◆ **Task item**: Lines holding the word "street" must be located in the listing below and copied.
============================================================
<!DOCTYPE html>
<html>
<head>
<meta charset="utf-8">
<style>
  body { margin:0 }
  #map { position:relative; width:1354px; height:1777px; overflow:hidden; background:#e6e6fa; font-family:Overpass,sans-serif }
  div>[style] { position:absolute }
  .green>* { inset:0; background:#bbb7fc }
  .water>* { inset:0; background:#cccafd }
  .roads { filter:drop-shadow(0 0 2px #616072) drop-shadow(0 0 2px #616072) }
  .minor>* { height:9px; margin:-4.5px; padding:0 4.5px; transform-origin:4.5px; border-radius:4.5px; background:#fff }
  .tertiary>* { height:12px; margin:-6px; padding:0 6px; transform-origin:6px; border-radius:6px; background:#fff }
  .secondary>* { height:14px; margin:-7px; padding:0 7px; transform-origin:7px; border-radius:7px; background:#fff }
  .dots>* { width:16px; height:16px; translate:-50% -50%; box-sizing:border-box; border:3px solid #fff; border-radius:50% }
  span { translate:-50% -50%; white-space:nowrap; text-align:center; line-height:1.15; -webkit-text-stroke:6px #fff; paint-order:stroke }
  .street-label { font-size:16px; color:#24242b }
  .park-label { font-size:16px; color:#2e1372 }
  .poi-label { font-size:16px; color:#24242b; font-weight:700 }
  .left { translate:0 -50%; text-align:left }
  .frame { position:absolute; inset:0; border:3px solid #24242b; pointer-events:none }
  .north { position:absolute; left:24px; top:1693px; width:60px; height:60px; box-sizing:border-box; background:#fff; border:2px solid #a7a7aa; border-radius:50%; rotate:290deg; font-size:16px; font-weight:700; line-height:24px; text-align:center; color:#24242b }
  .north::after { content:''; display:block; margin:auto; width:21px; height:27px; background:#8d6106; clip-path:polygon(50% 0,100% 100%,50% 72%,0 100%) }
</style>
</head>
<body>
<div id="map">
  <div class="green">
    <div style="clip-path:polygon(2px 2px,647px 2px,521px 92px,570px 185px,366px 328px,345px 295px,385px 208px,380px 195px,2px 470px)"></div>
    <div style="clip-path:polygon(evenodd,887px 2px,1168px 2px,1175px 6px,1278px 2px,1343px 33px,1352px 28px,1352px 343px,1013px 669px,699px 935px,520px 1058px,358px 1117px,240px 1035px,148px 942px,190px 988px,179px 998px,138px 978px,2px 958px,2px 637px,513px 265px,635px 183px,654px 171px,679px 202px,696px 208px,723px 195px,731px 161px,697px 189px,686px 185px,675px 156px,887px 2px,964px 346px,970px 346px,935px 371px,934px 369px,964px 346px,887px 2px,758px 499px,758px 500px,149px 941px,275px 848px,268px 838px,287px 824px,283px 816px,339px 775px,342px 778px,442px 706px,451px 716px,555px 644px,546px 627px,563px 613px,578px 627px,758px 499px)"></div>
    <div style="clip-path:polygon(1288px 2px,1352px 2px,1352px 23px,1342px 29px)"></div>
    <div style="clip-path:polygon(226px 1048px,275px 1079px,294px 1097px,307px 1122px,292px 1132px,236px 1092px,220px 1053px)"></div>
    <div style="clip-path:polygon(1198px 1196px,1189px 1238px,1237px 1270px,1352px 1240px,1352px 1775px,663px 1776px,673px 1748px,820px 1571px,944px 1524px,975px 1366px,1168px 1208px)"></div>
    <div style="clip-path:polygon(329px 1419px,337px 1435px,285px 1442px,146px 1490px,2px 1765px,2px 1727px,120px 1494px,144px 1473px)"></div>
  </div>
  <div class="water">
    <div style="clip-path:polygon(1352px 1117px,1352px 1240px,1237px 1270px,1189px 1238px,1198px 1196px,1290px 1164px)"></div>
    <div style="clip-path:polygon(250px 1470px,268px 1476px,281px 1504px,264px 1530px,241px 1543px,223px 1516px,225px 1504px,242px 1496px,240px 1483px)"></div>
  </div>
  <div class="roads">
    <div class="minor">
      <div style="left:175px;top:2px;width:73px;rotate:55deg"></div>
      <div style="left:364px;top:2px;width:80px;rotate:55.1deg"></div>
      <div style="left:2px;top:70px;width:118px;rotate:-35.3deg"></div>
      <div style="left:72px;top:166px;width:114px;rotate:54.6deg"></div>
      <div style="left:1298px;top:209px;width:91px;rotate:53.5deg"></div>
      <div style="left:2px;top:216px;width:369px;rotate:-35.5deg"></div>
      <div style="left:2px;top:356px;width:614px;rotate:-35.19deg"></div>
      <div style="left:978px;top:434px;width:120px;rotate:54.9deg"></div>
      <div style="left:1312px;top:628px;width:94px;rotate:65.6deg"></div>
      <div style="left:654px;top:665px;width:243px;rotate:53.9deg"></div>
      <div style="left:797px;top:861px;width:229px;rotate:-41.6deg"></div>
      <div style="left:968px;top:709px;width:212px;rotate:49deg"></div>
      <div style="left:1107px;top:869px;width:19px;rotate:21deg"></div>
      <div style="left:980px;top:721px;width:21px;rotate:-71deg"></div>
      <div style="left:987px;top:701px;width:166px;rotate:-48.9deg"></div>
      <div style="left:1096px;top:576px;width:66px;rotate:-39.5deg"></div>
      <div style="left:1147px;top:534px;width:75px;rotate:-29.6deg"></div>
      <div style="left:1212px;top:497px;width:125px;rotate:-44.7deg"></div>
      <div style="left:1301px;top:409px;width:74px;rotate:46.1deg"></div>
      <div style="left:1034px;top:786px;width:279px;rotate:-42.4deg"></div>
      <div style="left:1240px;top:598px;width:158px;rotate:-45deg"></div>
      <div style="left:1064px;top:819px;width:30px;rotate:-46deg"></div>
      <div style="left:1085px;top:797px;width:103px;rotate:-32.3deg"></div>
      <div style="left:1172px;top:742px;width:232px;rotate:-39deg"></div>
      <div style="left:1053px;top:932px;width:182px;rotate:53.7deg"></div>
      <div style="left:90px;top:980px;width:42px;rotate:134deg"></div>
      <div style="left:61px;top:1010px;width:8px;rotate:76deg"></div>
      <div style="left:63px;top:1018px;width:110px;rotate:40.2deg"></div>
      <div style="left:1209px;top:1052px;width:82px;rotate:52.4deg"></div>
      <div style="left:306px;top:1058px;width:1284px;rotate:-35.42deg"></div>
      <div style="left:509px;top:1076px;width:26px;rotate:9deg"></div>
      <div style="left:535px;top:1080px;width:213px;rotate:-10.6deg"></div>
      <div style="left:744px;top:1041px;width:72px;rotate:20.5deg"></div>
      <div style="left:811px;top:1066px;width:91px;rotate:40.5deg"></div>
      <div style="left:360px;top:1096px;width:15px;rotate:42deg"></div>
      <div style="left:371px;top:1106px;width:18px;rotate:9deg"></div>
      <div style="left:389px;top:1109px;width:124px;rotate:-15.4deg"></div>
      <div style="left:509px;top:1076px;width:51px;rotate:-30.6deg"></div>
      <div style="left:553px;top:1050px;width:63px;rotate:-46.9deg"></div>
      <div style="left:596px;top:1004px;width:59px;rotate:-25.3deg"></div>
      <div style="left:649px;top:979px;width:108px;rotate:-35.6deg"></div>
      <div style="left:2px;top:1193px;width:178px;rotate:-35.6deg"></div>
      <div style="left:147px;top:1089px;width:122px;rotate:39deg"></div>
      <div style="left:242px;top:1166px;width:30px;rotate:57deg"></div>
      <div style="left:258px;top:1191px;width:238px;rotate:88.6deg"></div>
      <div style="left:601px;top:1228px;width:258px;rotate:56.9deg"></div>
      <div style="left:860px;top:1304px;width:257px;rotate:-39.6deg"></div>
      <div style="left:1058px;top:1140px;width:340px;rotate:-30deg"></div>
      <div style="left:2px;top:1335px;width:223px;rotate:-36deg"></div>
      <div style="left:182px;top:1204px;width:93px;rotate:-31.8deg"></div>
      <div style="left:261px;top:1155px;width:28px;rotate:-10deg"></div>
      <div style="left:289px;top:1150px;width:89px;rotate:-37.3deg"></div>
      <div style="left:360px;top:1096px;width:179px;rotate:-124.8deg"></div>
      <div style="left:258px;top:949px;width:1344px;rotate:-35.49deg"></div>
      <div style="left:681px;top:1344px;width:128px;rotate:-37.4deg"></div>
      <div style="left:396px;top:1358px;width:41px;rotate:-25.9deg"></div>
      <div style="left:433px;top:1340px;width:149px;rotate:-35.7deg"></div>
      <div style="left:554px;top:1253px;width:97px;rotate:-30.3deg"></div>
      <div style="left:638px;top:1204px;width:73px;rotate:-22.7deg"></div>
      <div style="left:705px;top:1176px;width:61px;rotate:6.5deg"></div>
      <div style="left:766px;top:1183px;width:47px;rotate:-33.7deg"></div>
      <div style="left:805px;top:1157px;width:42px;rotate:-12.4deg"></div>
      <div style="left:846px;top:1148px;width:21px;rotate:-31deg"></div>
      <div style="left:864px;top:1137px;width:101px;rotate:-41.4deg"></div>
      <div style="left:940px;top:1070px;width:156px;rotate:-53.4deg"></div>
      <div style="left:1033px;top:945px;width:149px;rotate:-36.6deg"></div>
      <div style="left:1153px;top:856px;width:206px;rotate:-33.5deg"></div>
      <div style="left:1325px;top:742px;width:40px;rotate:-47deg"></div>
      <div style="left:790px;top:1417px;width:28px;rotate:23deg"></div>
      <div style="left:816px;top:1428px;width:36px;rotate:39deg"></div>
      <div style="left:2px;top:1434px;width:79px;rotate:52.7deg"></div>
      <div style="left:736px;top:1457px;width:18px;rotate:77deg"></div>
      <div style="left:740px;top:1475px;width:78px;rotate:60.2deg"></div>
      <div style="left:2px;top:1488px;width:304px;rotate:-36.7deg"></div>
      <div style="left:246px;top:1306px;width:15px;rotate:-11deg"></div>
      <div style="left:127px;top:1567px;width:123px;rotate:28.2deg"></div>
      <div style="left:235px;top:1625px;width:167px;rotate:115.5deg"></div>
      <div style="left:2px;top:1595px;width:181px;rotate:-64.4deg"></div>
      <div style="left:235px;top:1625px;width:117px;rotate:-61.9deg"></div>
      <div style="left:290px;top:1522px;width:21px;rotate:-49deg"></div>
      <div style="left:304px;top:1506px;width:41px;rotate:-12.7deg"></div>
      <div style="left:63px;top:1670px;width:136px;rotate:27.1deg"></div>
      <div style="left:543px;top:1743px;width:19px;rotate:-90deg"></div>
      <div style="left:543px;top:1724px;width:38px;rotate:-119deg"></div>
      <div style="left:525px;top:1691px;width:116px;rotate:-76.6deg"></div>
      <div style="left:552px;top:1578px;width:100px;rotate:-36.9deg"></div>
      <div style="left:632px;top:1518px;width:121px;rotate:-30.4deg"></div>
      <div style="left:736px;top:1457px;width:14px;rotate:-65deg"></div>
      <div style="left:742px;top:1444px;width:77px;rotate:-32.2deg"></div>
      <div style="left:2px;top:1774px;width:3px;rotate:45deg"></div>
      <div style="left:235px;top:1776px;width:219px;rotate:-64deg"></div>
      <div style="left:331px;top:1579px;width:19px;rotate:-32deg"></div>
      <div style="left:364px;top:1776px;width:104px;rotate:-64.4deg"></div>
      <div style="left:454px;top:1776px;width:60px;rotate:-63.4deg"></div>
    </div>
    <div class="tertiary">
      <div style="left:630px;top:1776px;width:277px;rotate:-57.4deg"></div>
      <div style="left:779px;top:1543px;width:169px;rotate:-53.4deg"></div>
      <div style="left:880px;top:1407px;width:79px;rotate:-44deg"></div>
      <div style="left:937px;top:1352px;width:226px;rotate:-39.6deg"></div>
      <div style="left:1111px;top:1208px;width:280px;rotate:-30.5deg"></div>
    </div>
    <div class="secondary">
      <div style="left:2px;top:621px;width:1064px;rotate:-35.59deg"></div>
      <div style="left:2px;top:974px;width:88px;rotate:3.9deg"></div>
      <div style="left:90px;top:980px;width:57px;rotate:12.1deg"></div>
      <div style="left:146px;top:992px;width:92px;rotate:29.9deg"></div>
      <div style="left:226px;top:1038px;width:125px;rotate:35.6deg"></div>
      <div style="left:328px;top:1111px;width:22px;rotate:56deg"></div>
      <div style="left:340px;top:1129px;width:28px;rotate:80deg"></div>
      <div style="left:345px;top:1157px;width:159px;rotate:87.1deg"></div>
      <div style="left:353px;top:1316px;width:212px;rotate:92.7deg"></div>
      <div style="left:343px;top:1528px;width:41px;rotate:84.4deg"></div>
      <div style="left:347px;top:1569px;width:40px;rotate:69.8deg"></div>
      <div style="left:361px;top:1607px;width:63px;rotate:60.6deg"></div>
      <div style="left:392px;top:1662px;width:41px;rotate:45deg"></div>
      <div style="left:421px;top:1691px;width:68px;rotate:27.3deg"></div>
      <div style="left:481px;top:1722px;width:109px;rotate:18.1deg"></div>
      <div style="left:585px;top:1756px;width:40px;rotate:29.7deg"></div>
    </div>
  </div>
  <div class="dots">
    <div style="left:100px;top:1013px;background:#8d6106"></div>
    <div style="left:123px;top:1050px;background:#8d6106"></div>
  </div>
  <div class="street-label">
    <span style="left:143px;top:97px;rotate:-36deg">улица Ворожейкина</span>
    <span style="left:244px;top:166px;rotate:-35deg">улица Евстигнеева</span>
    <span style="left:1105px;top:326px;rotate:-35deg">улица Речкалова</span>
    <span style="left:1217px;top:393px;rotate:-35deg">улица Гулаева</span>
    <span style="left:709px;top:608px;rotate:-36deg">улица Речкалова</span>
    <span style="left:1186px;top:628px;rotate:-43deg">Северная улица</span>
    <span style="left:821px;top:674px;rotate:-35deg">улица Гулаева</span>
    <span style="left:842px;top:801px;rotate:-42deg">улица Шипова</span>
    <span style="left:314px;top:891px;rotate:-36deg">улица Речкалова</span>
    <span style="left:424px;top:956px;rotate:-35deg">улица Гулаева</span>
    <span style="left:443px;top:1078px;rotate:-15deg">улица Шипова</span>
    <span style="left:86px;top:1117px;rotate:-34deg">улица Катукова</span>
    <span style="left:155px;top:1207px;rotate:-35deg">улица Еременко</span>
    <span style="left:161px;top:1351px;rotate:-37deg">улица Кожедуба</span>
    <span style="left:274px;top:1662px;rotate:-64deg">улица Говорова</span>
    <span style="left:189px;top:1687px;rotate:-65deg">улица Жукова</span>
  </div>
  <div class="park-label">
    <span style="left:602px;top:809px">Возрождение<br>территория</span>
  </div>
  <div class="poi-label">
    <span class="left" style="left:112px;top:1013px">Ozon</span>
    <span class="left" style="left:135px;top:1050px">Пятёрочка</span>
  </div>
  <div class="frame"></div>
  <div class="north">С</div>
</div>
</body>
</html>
============================================================
◆ **Answer to this problem**:
  .street-label { font-size:16px; color:#24242b }
  <div class="street-label">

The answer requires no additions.